Prompt —
Scan the entries below for the word "lineWidth" and copy every line in which it occurs.

Records from a collection:
- Opening Delimiter -

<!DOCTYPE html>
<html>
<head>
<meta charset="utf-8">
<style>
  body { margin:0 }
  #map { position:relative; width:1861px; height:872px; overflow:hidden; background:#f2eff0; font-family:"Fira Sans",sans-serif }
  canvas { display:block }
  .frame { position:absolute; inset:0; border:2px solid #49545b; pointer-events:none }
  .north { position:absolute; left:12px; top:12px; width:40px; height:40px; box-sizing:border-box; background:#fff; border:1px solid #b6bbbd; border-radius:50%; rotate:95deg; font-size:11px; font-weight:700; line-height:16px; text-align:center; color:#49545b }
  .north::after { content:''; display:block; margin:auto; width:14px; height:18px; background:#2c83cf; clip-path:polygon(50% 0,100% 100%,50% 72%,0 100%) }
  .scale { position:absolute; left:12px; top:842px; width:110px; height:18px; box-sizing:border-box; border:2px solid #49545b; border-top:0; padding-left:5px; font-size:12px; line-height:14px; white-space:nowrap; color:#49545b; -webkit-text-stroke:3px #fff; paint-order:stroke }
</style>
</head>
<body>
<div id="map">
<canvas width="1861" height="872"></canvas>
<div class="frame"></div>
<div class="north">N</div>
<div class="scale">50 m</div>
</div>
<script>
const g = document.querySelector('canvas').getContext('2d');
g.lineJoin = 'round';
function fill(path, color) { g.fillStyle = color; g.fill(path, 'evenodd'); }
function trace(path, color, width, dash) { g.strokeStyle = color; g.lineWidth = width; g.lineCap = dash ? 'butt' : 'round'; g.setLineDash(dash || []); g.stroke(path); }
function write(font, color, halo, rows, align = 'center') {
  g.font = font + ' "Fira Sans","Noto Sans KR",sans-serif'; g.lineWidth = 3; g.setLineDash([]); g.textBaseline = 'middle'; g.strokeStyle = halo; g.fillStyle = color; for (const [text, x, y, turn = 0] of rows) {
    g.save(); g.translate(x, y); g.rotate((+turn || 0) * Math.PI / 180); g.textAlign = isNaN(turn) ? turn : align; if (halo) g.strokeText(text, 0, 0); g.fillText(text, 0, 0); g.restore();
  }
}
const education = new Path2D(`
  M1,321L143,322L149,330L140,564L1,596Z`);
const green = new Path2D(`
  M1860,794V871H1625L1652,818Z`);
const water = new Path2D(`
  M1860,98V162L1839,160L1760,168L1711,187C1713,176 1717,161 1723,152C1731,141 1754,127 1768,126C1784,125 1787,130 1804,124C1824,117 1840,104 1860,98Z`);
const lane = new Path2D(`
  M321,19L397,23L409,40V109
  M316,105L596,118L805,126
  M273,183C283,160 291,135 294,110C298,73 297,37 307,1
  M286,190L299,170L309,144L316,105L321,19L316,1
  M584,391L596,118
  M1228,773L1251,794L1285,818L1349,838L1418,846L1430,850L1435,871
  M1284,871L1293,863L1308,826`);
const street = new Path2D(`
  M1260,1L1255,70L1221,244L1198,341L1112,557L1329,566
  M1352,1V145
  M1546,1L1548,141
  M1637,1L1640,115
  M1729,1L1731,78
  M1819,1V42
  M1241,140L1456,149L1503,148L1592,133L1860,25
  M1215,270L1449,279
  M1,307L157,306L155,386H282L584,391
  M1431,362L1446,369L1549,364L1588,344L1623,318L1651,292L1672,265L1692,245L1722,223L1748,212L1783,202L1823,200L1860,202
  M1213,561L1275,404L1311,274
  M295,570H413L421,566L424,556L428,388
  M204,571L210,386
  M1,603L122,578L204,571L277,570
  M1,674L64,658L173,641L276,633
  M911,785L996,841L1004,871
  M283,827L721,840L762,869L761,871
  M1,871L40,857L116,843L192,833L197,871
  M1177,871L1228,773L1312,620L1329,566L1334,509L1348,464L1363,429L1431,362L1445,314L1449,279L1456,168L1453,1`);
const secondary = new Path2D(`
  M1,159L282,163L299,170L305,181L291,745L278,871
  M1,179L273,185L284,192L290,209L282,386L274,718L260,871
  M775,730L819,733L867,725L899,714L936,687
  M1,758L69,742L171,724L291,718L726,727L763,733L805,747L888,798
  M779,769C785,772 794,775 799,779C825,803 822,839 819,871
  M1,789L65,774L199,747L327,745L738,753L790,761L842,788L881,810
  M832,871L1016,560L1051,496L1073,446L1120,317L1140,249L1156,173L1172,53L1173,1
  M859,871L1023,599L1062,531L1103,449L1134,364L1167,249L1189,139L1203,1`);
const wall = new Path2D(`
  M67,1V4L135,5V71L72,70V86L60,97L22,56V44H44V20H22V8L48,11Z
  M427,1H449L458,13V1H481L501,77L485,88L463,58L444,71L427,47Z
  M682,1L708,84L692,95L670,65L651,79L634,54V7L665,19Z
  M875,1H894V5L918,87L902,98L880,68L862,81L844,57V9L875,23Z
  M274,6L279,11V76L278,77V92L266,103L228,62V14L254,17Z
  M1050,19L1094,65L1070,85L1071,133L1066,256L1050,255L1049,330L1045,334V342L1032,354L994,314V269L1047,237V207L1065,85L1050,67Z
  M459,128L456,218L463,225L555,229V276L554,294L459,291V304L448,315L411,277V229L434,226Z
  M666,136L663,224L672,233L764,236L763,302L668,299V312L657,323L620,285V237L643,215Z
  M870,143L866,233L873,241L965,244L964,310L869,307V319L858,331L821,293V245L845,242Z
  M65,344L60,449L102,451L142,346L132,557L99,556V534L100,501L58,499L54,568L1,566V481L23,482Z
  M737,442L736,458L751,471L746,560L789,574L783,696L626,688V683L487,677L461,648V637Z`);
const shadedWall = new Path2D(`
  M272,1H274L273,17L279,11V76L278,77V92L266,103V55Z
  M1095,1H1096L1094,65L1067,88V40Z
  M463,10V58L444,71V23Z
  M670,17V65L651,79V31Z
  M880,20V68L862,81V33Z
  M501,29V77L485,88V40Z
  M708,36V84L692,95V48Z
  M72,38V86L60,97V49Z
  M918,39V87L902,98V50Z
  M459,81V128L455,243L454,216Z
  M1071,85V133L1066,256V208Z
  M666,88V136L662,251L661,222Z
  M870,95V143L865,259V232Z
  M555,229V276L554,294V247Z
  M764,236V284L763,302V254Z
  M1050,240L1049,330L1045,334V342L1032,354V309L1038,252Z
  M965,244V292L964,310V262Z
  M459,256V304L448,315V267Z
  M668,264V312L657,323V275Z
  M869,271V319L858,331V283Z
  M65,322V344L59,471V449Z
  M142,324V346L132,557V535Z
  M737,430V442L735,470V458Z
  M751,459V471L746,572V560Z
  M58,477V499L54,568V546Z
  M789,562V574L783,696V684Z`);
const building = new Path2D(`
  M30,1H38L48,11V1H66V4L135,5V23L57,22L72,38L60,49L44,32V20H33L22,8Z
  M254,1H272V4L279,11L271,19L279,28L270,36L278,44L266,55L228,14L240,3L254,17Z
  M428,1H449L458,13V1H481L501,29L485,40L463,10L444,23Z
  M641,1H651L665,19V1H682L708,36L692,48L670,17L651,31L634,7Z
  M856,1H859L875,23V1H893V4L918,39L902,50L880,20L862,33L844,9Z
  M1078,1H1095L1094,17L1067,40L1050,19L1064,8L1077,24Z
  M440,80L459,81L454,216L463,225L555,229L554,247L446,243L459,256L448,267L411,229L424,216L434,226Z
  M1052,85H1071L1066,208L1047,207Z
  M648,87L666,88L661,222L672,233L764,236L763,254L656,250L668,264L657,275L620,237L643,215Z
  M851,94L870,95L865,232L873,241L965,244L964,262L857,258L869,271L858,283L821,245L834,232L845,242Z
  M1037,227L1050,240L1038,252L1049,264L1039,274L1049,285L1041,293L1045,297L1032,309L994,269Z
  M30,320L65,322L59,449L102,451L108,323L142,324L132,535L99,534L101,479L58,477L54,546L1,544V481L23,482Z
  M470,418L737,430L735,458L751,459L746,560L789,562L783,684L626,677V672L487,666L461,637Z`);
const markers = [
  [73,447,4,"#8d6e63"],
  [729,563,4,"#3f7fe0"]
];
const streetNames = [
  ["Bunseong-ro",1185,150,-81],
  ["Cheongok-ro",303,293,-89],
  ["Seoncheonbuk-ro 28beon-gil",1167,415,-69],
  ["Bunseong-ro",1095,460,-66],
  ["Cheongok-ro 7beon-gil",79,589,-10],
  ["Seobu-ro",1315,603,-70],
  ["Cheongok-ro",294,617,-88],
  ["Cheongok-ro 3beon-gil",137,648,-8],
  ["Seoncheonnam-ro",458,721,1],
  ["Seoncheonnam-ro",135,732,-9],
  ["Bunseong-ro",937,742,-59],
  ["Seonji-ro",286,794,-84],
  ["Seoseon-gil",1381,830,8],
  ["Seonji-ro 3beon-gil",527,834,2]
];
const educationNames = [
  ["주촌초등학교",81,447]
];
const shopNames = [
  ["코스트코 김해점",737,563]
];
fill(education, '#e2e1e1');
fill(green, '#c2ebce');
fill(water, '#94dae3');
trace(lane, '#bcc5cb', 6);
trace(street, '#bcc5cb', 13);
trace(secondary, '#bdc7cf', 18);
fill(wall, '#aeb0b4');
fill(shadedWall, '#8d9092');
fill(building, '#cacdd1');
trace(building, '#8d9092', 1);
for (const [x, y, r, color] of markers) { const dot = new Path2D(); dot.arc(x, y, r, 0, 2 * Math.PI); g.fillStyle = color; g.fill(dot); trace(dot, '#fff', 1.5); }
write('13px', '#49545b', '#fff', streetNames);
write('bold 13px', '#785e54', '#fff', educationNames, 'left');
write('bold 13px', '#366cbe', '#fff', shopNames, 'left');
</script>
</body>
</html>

- Closing Delimiter -

Expected answer —
function trace(path, color, width, dash) { g.strokeStyle = color; g.lineWidth = width; g.lineCap = dash ? 'butt' : 'round'; g.setLineDash(dash || []); g.stroke(path); }
  g.font = font + ' "Fira Sans","Noto Sans KR",sans-serif'; g.lineWidth = 3; g.setLineDash([]); g.textBaseline = 'middle'; g.strokeStyle = halo; g.fillStyle = color; for (const [text, x, y, turn = 0] of rows) {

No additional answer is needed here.